The performance of the NWP models can vary depending on several factors, including forecast lead time, precipitation thresholds, and regional geographical characteristics. Kerala, situated along the Western Ghats, experiences complex orographic influences that significantly affect heavy rainfall events. The interaction between the steep terrain and moisture-laden low-level westerly winds from the Arabian Sea enhances precipitation, leading to highly localized and intense rainfall. The intensity and variability of the monsoon flow further influence precipitation patterns, making accurate forecasting particularly challenging. Despite Kerala’s vulnerability to extreme rainfall and associated flood risks, there is a lack of region-specific evaluation of rainfall forecast models, limiting efforts to enhance prediction accuracy under its unique climatic conditions. Given the critical need for reliable heavy rainfall forecasting, this research aims to evaluate the ability of different NWP models in the short-term forecasting of heavy rainfall events in Kerala, India, and to assess their performance using a range of evaluation metrics. By focusing on traditional performance metrics, categorical precipitation metrics, and fractional skill scores, this study provides a comprehensive understanding of the strengths and weaknesses of various models in predicting heavy rainfall across different forecast periods.
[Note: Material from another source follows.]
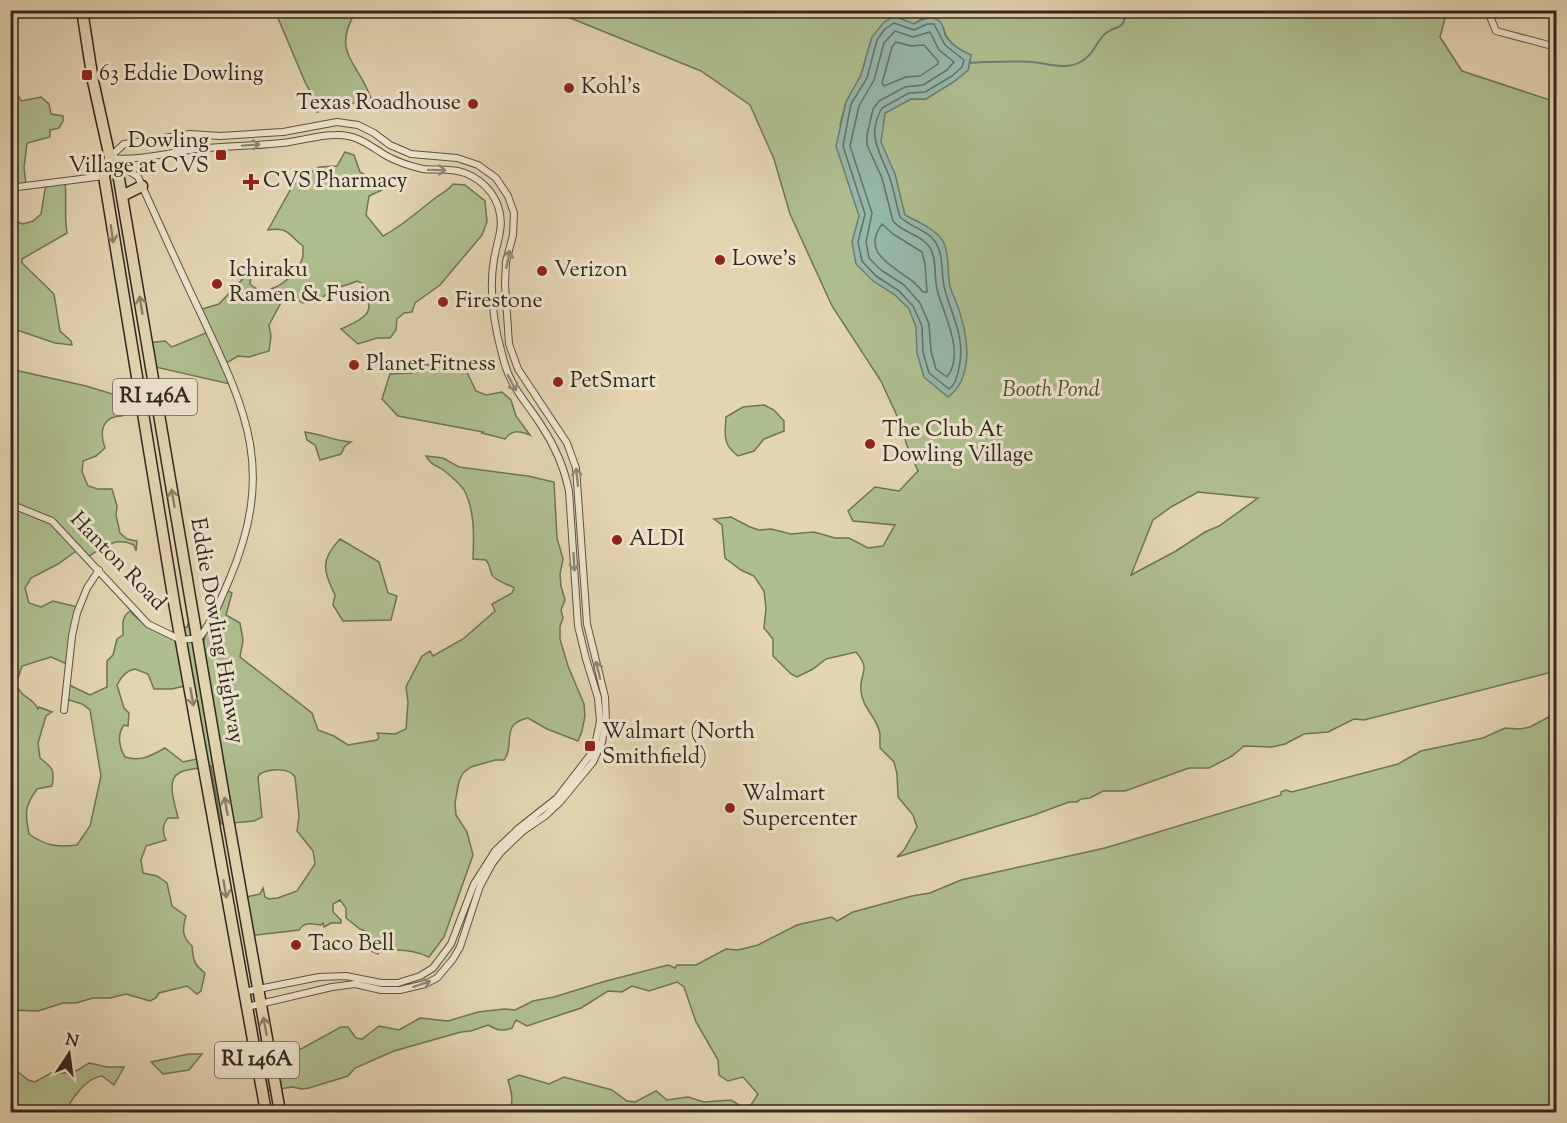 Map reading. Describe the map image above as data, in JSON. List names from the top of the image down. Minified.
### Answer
{"streets":{"main road":["RI 146A","Eddie Dowling Highway"],"street":["Hanton Road"]},"crossings":[["Hanton Road","Eddie Dowling Highway"]],"parks":["Booth Pond"],"places":{"transit":["63 Eddie Dowling","Dowling Village at CVS","Walmart (North Smithfield)"],"other":["Kohl's","Texas Roadhouse","Lowe's","Verizon","Ichiraku Ramen & Fusion","Firestone","Planet Fitness","PetSmart","The Club At Dowling Village","ALDI","Walmart Supercenter","Taco Bell"],"health":["CVS Pharmacy"]},"north":"top"}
The outcomes of this analysis are intended to guide the selection of appropriate NWP models for operational forecasting, particularly in the context of short-term forecasting, which is crucial for timely flood warning systems. Furthermore, the insights from this study are expected to contribute to improve the overall accuracy and reliability of rainfall forecasts, ultimately aiding in the better management of flood risks in vulnerable regions like Kerala.
2. Study Area and Data Sources
Kerala, situated between 8° and 13° N latitude and 74° to 78° E longitude (
Figure 1), occupies the southwestern edge of the Indian subcontinent. The state features a highly varied topography characterized by coastal plains, mid-elevation hills, and the rugged Western Ghats, which rise to over 2695 m. This geographical diversity significantly influences Kerala’s climatic and hydrological dynamics. The state experiences a humid tropical monsoon climate dominated by two principal rainfall seasons: the Southwest Monsoon (June–September), contributing over 70% of the annual precipitation, and the Northeast Monsoon (October–December) [
33,
34,
35]. Kerala’s dense river network, comprising 44 rivers, supports its hydrological system. The Western Ghats act as an orographic barrier, intensifying monsoon rainfall and influencing large-scale atmospheric processes like integrated vapor transport and atmospheric river activity. This complex interaction between terrain, monsoon dynamics, and hydrological processes makes Kerala an ideal study area for examining extreme precipitation events, which are important for water resource management in a changing climate.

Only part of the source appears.